> [Stored records]:

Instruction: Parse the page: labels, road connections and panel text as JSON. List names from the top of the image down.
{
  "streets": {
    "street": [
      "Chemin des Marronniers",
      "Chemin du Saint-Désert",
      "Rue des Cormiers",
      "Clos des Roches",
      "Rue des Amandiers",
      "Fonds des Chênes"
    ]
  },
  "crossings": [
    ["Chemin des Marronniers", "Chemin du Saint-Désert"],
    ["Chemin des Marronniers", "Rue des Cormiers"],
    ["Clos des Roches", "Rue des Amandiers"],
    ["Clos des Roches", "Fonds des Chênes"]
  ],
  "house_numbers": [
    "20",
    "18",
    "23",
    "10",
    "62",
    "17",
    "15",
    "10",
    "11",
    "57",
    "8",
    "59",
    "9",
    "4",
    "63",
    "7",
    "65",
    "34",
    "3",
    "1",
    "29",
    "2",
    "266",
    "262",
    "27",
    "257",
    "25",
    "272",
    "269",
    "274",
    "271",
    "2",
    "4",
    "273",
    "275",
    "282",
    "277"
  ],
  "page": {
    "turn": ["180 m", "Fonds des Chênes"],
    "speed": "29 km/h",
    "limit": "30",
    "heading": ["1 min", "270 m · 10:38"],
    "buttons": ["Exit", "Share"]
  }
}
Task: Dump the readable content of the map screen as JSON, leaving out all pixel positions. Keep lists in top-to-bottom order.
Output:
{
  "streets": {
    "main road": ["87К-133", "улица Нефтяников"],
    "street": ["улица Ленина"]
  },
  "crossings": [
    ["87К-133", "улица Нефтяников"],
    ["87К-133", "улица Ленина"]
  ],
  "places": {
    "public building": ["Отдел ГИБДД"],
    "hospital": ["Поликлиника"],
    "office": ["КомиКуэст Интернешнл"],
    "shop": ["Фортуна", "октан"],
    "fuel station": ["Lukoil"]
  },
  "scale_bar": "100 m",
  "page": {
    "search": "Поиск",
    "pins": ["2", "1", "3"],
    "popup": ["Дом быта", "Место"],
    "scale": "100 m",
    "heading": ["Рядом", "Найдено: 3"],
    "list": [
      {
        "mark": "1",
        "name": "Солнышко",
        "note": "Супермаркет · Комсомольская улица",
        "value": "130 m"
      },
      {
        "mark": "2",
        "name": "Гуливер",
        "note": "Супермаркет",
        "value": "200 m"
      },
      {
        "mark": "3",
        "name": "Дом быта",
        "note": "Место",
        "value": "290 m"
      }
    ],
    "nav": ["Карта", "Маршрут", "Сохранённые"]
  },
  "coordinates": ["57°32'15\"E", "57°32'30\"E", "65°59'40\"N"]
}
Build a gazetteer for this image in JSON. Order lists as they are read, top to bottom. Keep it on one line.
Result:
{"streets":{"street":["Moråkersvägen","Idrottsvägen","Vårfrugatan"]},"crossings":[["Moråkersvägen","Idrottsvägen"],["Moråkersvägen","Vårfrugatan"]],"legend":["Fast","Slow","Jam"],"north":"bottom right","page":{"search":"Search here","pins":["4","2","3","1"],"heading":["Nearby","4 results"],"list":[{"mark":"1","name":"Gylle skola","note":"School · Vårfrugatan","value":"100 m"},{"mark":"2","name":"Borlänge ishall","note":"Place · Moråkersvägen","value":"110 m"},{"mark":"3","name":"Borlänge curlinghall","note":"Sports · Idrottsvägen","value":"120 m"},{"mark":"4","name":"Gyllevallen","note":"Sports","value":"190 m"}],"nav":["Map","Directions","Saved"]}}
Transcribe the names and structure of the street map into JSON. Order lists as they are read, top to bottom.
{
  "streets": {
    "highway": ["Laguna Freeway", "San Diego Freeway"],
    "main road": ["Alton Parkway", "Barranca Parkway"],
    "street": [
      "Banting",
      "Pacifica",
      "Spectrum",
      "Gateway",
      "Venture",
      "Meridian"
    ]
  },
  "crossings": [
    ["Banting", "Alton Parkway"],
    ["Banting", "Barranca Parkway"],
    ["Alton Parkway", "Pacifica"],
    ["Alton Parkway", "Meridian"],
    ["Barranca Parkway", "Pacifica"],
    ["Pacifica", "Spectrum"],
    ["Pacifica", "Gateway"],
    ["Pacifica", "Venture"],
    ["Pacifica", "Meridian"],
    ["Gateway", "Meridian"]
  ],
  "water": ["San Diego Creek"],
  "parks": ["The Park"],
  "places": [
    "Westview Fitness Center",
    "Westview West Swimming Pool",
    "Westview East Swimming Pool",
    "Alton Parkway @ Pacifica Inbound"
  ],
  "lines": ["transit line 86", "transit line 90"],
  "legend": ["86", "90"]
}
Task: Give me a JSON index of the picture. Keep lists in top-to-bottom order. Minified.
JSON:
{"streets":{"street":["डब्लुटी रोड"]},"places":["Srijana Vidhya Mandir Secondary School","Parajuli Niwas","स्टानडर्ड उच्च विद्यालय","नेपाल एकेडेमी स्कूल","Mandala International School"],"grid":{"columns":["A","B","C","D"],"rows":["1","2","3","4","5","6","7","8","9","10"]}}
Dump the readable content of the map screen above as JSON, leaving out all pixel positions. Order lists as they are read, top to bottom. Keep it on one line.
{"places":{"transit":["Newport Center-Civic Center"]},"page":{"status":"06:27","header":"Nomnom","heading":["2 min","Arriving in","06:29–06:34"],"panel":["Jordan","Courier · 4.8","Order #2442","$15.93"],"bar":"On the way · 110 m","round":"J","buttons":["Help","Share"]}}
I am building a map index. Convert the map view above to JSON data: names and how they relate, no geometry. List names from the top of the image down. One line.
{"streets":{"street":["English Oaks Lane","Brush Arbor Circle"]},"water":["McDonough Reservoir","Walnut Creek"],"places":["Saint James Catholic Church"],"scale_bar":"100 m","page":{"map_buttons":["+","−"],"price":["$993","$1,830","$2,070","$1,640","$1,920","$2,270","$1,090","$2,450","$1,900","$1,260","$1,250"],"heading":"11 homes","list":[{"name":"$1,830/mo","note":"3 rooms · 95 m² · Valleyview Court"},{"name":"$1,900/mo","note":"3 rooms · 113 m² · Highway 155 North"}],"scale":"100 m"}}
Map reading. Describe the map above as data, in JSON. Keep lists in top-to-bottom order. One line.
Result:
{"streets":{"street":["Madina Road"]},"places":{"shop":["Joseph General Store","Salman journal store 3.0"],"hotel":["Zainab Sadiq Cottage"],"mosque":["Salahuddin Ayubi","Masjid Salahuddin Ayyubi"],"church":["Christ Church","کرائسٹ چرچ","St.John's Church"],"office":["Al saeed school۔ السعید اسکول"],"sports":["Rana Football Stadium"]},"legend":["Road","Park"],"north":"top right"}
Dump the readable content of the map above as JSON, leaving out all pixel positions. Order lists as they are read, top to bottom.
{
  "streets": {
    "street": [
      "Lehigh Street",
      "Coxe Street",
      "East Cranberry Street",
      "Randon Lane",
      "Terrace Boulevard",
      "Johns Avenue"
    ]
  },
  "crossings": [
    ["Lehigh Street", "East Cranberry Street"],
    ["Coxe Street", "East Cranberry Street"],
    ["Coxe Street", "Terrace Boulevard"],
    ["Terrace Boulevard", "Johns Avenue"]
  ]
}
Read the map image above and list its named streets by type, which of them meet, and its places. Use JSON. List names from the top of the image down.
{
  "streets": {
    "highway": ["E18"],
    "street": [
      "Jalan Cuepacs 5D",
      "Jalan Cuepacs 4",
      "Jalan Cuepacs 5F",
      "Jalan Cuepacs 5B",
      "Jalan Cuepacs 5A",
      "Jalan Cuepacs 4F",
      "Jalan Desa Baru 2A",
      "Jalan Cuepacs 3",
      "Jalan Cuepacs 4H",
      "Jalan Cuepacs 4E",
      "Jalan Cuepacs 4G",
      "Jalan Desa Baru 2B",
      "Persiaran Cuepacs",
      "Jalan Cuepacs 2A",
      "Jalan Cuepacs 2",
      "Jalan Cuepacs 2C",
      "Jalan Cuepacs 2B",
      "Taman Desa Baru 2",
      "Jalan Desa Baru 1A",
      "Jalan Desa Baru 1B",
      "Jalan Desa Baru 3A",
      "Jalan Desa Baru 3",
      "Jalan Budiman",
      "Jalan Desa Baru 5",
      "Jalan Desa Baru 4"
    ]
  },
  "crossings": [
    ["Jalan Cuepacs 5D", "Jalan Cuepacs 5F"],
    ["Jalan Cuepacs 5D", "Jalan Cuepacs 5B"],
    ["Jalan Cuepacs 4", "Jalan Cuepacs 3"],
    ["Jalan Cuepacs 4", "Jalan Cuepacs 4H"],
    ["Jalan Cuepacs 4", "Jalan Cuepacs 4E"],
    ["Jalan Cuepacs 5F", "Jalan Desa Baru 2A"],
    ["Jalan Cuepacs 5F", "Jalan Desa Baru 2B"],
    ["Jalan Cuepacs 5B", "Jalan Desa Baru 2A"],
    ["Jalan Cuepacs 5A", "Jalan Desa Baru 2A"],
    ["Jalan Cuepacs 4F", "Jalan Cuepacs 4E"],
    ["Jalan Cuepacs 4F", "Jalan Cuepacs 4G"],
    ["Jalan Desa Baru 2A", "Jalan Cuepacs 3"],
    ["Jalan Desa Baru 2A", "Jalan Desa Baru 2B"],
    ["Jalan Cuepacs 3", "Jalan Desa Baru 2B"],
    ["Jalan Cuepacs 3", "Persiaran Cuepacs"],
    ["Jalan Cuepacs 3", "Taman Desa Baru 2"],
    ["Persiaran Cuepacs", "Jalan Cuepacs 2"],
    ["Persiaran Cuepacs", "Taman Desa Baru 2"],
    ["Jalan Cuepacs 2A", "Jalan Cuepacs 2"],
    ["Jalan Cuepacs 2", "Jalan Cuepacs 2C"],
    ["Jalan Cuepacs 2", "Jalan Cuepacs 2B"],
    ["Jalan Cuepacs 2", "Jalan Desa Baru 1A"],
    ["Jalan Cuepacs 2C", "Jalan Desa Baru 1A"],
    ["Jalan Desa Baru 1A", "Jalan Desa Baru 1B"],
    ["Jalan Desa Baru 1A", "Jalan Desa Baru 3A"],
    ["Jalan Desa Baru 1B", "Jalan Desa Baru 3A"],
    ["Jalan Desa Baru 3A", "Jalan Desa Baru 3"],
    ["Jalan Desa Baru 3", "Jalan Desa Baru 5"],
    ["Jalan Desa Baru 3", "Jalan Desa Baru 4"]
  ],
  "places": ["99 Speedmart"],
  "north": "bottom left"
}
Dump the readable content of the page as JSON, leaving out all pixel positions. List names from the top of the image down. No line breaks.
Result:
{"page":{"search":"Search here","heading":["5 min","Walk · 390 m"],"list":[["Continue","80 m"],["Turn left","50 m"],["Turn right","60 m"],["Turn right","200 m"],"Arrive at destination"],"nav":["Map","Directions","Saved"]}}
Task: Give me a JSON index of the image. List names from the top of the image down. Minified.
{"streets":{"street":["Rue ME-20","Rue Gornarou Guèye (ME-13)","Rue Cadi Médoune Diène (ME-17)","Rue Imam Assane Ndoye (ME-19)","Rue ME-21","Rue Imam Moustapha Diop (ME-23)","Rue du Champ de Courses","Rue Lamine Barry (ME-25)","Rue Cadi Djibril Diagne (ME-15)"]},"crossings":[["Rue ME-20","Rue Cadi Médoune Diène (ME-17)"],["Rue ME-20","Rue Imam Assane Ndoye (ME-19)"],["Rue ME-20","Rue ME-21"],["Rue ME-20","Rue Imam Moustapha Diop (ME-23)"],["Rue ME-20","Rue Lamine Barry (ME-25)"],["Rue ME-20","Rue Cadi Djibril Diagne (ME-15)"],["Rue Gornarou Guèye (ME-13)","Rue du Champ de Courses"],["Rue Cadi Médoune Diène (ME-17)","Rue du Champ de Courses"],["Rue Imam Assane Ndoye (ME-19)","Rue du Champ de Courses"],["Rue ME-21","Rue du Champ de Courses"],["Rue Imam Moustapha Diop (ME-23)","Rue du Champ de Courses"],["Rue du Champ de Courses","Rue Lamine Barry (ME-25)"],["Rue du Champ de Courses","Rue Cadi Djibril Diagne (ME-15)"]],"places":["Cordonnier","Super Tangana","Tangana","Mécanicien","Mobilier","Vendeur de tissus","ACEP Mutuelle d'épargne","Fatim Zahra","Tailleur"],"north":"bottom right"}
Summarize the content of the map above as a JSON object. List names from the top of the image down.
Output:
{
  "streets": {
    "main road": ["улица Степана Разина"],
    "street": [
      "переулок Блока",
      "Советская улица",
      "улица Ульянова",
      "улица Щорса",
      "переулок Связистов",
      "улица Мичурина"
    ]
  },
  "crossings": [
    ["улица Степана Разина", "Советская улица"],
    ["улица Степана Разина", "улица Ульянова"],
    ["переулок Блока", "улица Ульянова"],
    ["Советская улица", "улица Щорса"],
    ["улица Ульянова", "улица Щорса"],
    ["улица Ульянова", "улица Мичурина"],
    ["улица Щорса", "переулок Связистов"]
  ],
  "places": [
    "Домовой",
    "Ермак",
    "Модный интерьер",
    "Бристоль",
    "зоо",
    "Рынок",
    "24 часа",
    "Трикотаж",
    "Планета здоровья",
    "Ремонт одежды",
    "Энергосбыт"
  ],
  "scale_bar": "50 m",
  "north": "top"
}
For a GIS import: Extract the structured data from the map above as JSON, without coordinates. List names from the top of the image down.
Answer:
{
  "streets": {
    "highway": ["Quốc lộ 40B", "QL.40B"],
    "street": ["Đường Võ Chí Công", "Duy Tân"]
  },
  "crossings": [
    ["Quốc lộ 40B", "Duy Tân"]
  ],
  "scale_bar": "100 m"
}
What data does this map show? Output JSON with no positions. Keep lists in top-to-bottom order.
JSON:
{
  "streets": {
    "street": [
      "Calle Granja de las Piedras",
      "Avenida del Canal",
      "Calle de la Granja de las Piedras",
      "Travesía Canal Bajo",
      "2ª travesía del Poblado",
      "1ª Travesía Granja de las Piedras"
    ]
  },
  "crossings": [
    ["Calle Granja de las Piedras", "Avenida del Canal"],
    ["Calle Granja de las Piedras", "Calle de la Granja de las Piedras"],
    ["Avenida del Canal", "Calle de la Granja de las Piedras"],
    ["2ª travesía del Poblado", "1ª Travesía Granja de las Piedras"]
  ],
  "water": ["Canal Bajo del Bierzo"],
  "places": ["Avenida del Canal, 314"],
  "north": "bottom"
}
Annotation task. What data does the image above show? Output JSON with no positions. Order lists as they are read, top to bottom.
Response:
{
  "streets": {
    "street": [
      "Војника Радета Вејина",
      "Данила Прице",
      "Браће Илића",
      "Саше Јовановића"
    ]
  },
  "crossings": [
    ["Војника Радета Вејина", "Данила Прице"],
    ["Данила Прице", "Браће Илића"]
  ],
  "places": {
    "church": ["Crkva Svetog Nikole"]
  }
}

> [Requirement]: Note each line above that holds "this", then copy all of them.

> [Exercise result]:
Build a gazetteer for this image in JSON. Order lists as they are read, top to bottom. Keep it on one line.
What data does this map show? Output JSON with no positions. Keep lists in top-to-bottom order.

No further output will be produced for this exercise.